A smirk graced his lips.  "Then make your choice."

"Fine… OH MY GOD!!"  Eris leapt up, knocking Lina over in the process.  "Do mine eyes deceive me or is that a Chimera doing the funky chicken dance of love?!"

"What?  Where?"  Mysterious Masked Man squealed, turning around to see the amazing chimera man.  While his back was turned, Eris oh-so-deviously switched her goblet with his.

"I don't see anything," he pouted, crossing his arms.

 "Oh… well, maybe he ran away.  Chimera's are quick like that you know," she snickered.

"That they are…why are you laughing, Eris-san?"
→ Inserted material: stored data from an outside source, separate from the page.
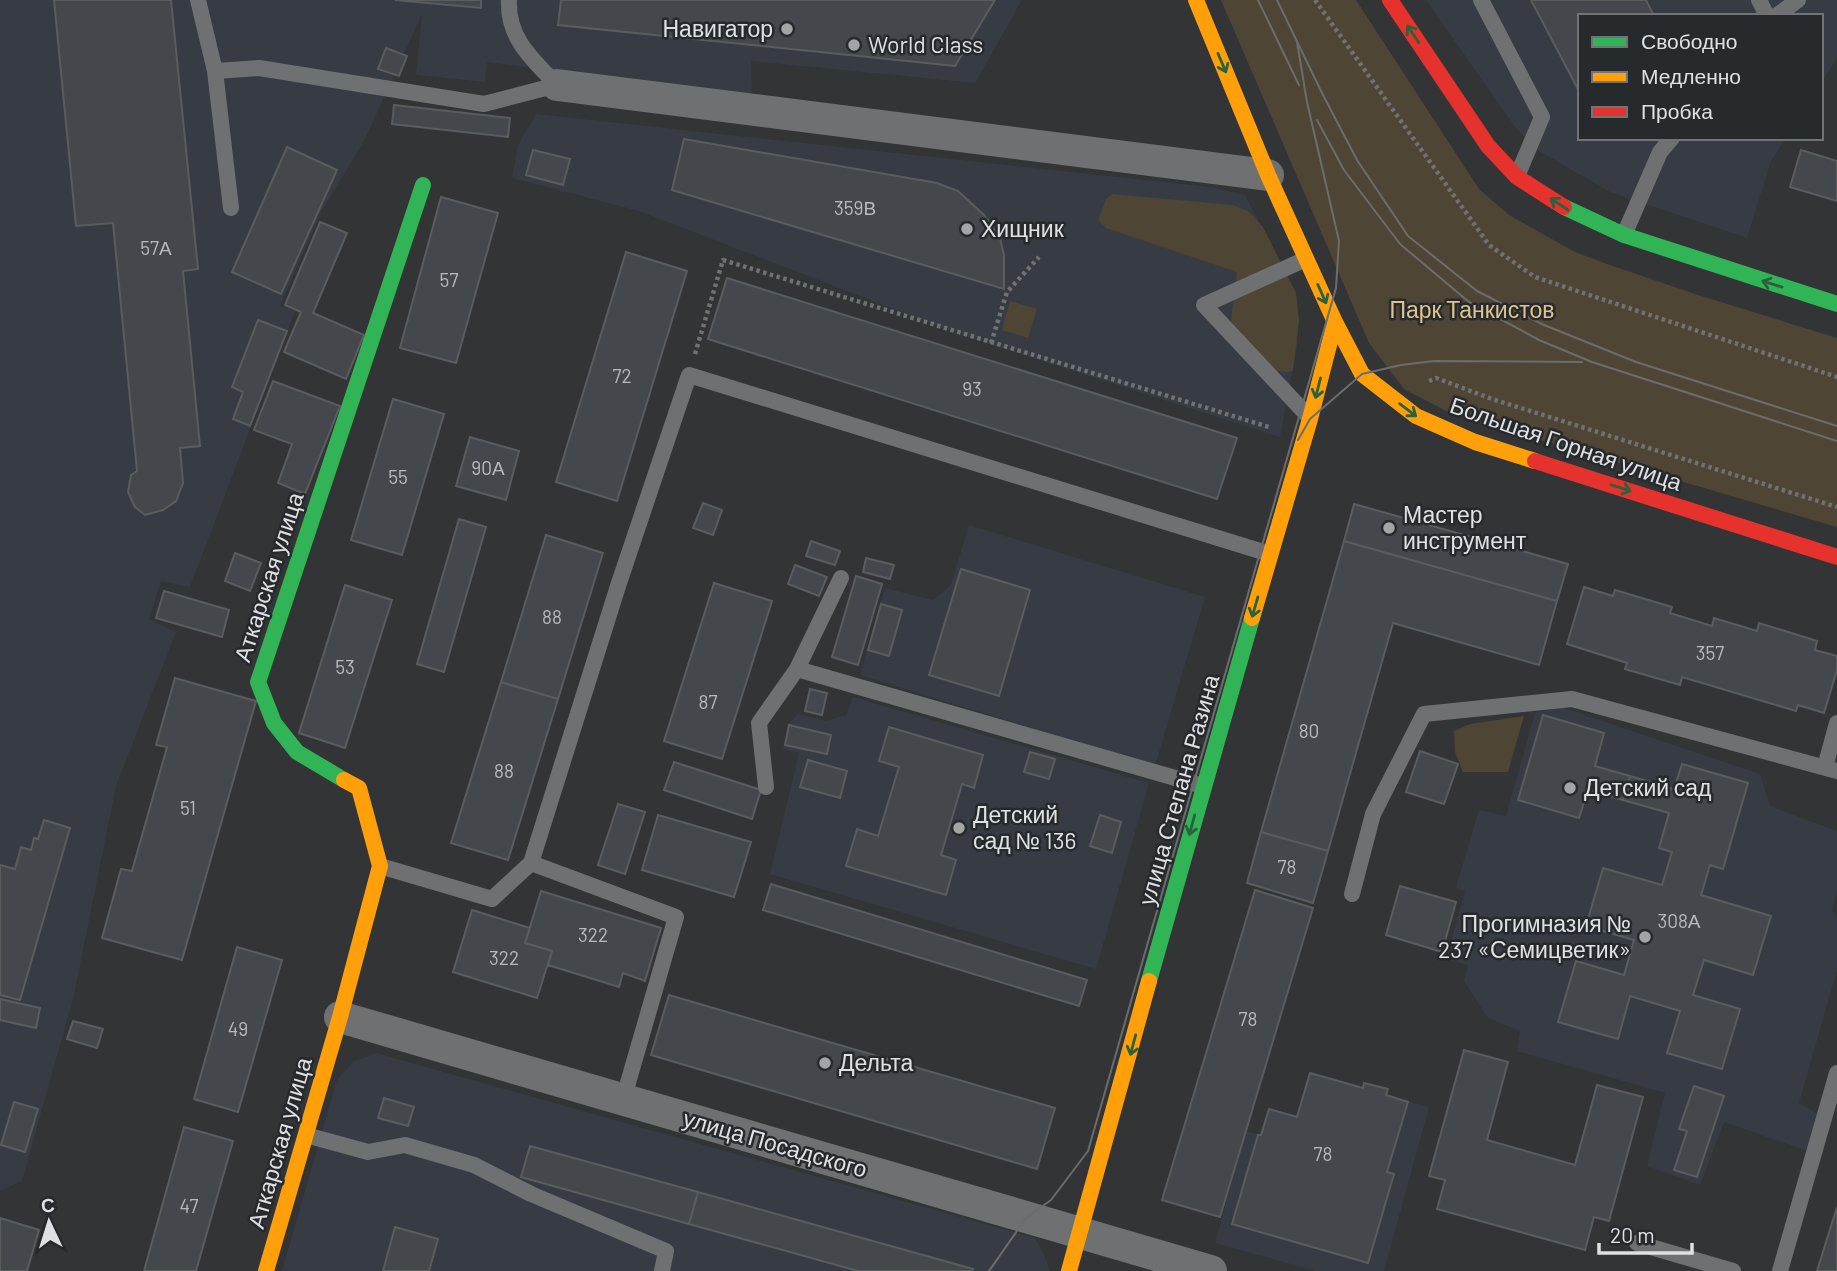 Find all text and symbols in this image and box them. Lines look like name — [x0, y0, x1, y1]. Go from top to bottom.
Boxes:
place label: Навигатор — [663, 14, 773, 42]
legend — [1578, 14, 1823, 140]
marker: Навигатор — [779, 21, 795, 37]
one-way arrow — [1406, 25, 1420, 44]
text: Свободно — [1641, 28, 1738, 53]
place label: World Class — [868, 30, 983, 58]
marker: World Class — [846, 37, 862, 53]
one-way arrow — [1216, 52, 1229, 73]
text: Медленно — [1641, 63, 1741, 88]
text: Пробка — [1641, 98, 1713, 123]
house number: 359В — [834, 196, 876, 219]
one-way arrow — [1550, 197, 1569, 211]
place label: Хищник — [981, 214, 1065, 242]
marker: Хищник — [959, 221, 975, 237]
house number: 57А — [140, 236, 172, 259]
house number: 57 — [440, 268, 458, 291]
one-way arrow — [1761, 276, 1783, 289]
one-way arrow — [1316, 283, 1329, 304]
park label: Парк Танкистов — [1390, 295, 1554, 323]
house number: 72 — [612, 364, 632, 387]
one-way arrow — [1311, 376, 1324, 399]
house number: 93 — [962, 377, 982, 400]
street label: Большая Горная улица — [1447, 390, 1686, 496]
one-way arrow — [1398, 402, 1417, 417]
house number: 90А — [471, 456, 505, 479]
house number: 55 — [388, 465, 408, 488]
one-way arrow — [1610, 482, 1632, 495]
street label: Аткарская улица — [227, 488, 309, 665]
place label: Мастер инструмент — [1403, 500, 1527, 554]
marker: Мастер инструмент — [1381, 520, 1397, 536]
one-way arrow — [1248, 595, 1261, 617]
house number: 88 — [542, 605, 562, 628]
house number: 357 — [1696, 641, 1724, 664]
house number: 53 — [335, 655, 355, 678]
street label: улица Степана Разина — [1132, 671, 1224, 908]
house number: 87 — [699, 690, 717, 713]
house number: 80 — [1299, 719, 1319, 742]
house number: 88 — [494, 759, 514, 782]
place label: Детский сад — [1584, 773, 1712, 801]
marker: Детский сад — [1562, 780, 1578, 796]
house number: 51 — [180, 796, 196, 819]
place label: Детский сад № 136 — [973, 800, 1076, 854]
one-way arrow — [1185, 814, 1198, 836]
marker: Детский сад № 136 — [951, 820, 967, 836]
house number: 78 — [1278, 855, 1296, 878]
place label: Прогимназия № 237 «Семицветик» — [1438, 909, 1631, 963]
house number: 308А — [1657, 909, 1701, 932]
house number: 322 — [578, 923, 608, 946]
marker: Прогимназия № 237 «Семицветик» — [1637, 929, 1653, 945]
house number: 322 — [489, 946, 519, 969]
house number: 78 — [1239, 1007, 1257, 1030]
house number: 49 — [228, 1017, 248, 1040]
one-way arrow — [1125, 1034, 1138, 1056]
place label: Дельта — [839, 1048, 913, 1076]
street label: Аткарская улица — [241, 1054, 317, 1231]
marker: Дельта — [817, 1055, 833, 1071]
street label: улица Посадского — [680, 1103, 871, 1183]
house number: 78 — [1314, 1142, 1332, 1165]
north arrow — [14, 1187, 84, 1257]
text: С — [40, 1193, 56, 1216]
house number: 47 — [180, 1194, 198, 1217]
scale bar — [1599, 1212, 1692, 1256]
text: 20 m — [1610, 1222, 1655, 1247]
"Tell you in a second.  Here, why don't we drink?  You from your glass and me from mine."

"Very well then."

Eris watched from over the rim of her cup until the black clad man began to drink his wine.  Smiling in satisfaction, she quickly downed the contents of her glass, laughing as she set down the goblet.

"You lose, Eris-san," the stranger smiled.

"Oh no I didn't!  I switched the glasses!! You little moron, you broke one of the cardinal rules of war- never turn your back on an enemy!  That is third of course, right behind Never Underestimate a Woman Scorned and Never Demand Lake Dragon in the Presence of a Gold Dra-"

Eris fell over dead.  Dead as a doornail… although a doornail was never technically alive so…


"MOTHER!!"

"You Can Be Such A Brat…"


"Who are you?" Lina demanded as the Mysterious Masked Man removed her bonds and blindfold.

"I'm no one to mess with," he assured.

She shivered.  His eyes… well, at any rate, Lina definitely believed him.  Sadly looking at Eris' body she couldn't help but to be amazed.  "The poison was in your glass the whole time."

"I'm afraid not.  You see poison has no effect on my amazing person," he chuckled, helping Lina to her feet.

"You cheated?"

"Maybe," he grinned, running down the hill, one red haired sorceress in tow.